Introduction
Facebook AI Research has come up with a new architecture called Expire-Span [1] which sort of deletes contextual data which is deemed to be irrelevant information in the Attention [2] mechanism. Going by intuition, it should work well because we don’t want irrelevant information to be modelled and remembered especially when the sequence lengths are quite long these days. Let’s get into the details quickly because, the Expire-Span is training faster, using less memory, and can scale to very large sequence lengths without a drop in performance!
Background
Attention Mechanism took the Deep Learning world by storm finding itself in a plethora of domains mainly NLP and Computer Vision. It is excellent in modelling long sequences very well and has set the benchmarks in most of the NLP tasks. Recently it made its way in Computer Vision – Vision Transformers [3] and GANs – Generative Adversarial Transformers [4] and TransGAN [5].
The performance comes at a cost – Heavy memory & compute requirements! The research has now shifted from Attention mechanisms to reducing the usage of attention modules in the architectures because of its quadratic increase in computation when scaled with longer sequences. The MLP-Mixer showed us how to get away with the attention mechanism in Computer Vision tasks. I have already written a blog on MLP-Mixer [6], find it here. But doing away with attention in NLP tasks might be disastrous as the Attention mechanism has time and again proven that they are the best. There were several improved variants of Transformers like Adaptive-Span [7], Compressive Transformers [8], and Performers [9] which have tried to reduce the computation and memory overhead for longer sequences. Feel free to have a read about them. It is very interesting to study how the research is following around Attention mechanism in general.

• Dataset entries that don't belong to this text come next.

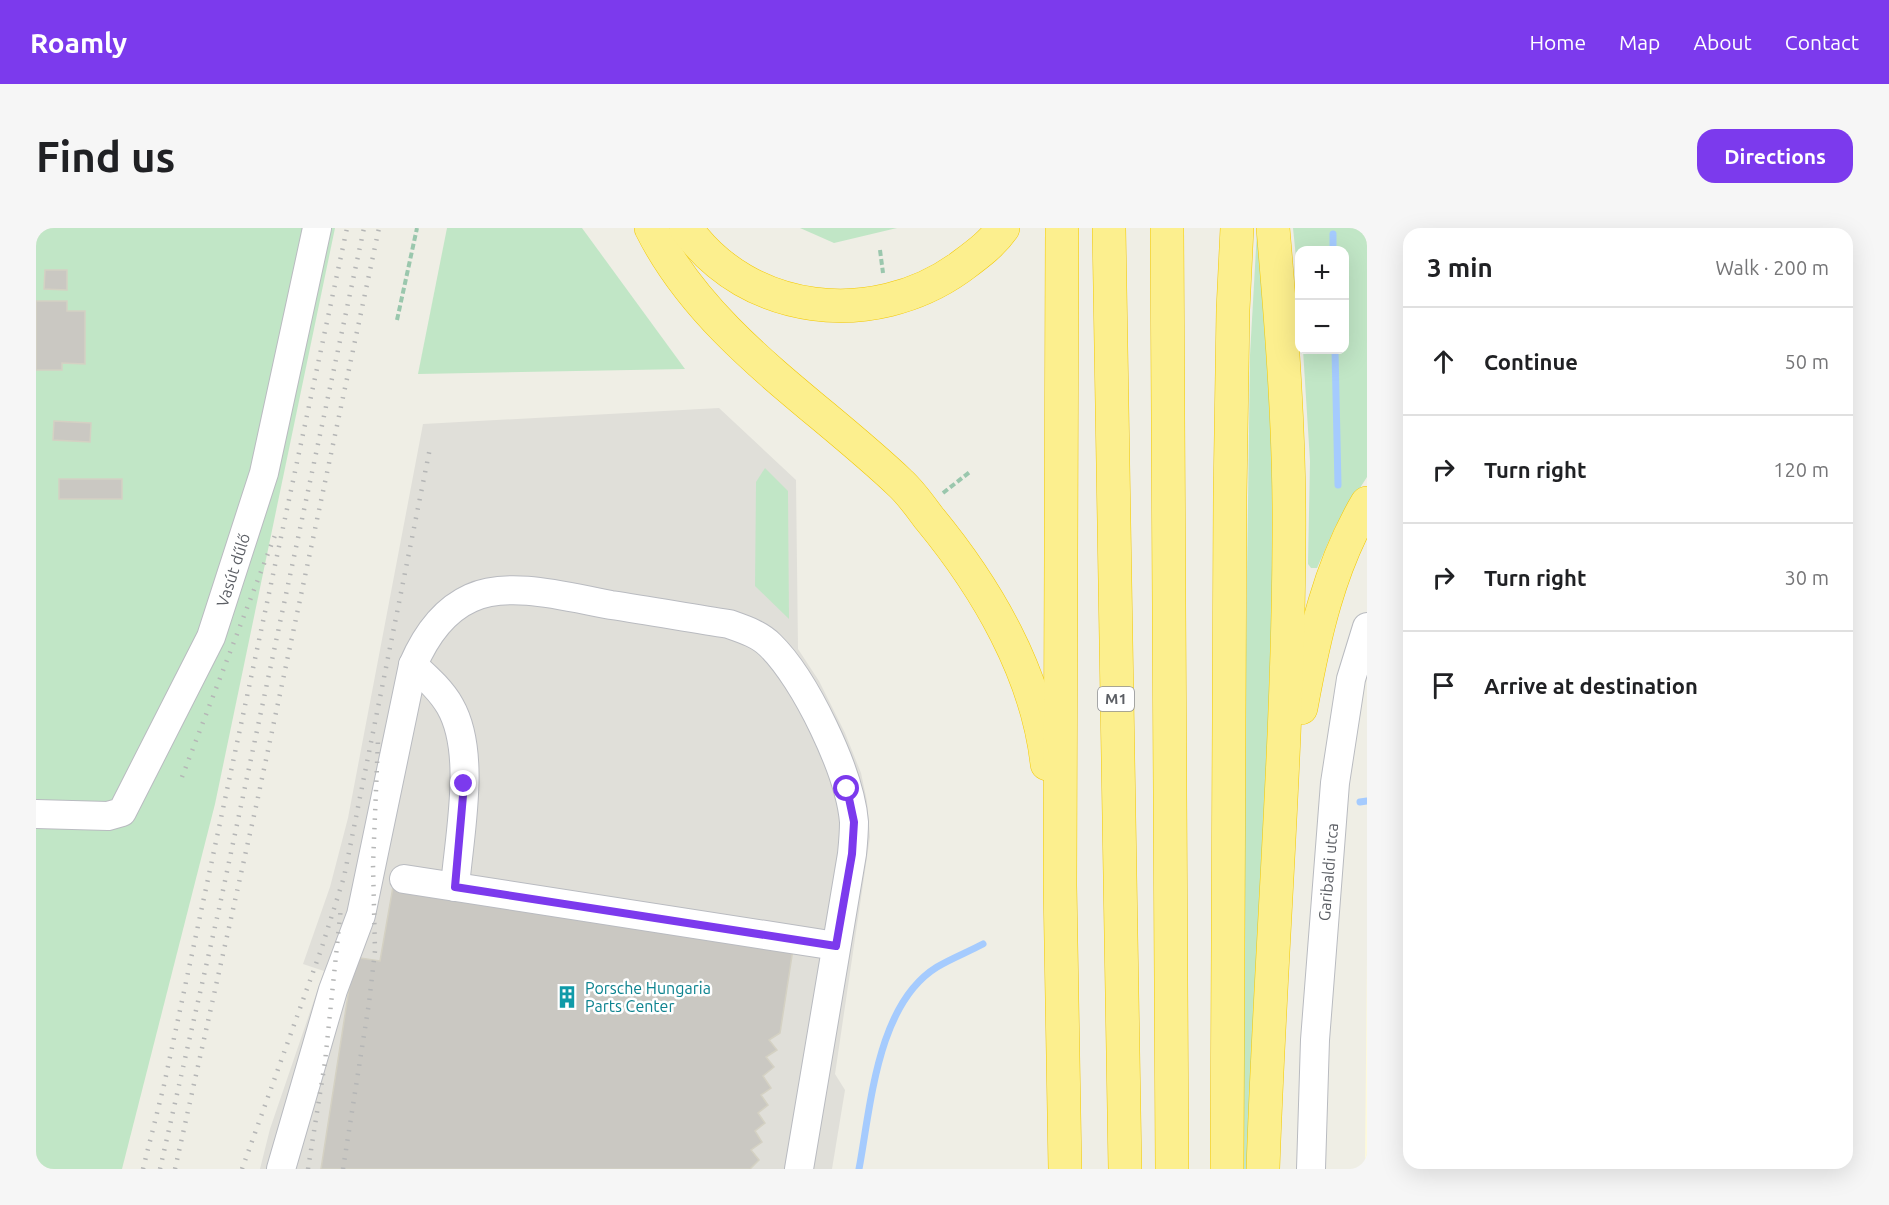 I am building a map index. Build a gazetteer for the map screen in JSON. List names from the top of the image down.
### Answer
{
  "streets": {
    "highway": ["M1"],
    "street": ["Vasút dűlő", "Garibaldi utca"]
  },
  "places": {
    "building": ["Porsche Hungaria Parts Center"]
  },
  "page": {
    "header": "Roamly",
    "nav": [
      "Home",
      "Map",
      "About",
      "Contact"
    ],
    "buttons": "Directions",
    "title": "Find us",
    "heading": ["3 min", "Walk · 200 m"],
    "map_buttons": ["+", "−"],
    "list": [
      ["Continue", "50 m"],
      ["Turn right", "120 m"],
      ["Turn right", "30 m"],
      "Arrive at destination"
    ]
  }
} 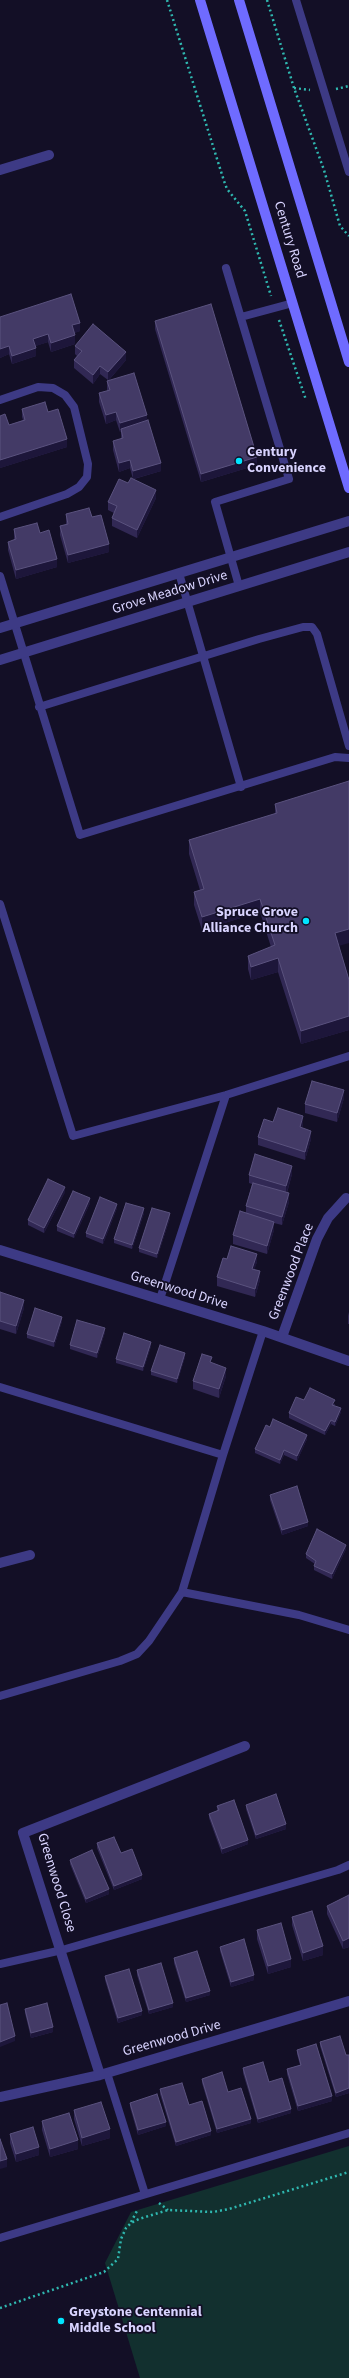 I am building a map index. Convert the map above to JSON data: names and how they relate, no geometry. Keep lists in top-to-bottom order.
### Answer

In the above-listed architectures, one thing is constant,
All memories are treated equally without the regards to their importance to the task
quoted by the authors of Expire-Span as they set out to build an architecture that involves Transformers but enables the architecture to forget the irrelevant things for that particular task. This will reduce the memory and computational overhead significantly resulting in a faster architecture and at times better than conventional attention-mechanism-based transformer architectures. The architecture they are comparing is Transformer XL [10] which is dividing the sequences into blocks and attending to the past from a readily available vector which is storing the attention information from the past blocks. Also used in the comparison are Adaptive Span and Compressive Transformer.
Note: A good understanding of the Attention mechanism is recommended for this article.
Idea & Architecture
Is this time-step worth retaining or not? If not, then why not delete this and give more importance to the context which is more important and adding value to the task?
This is the main idea that led to the conceptualization of Expire-Span. Deal-breaker isn’t it? Let’s try to understand the idea with a diagram.

We can see some time steps _h_1, _h_1, _h_3, and so on till _h_t and 5 tokens with an expiration constant e. This expiration value ‘e‘ denotes the no. of time steps after which the context information is deleted. In the above figure, _e_2 and _e_3 are not valid information as per the model and at time step ht, those are not factored or attended into the calculation at that particular step t. They are simply not adding enough contextual information going further and are deleted.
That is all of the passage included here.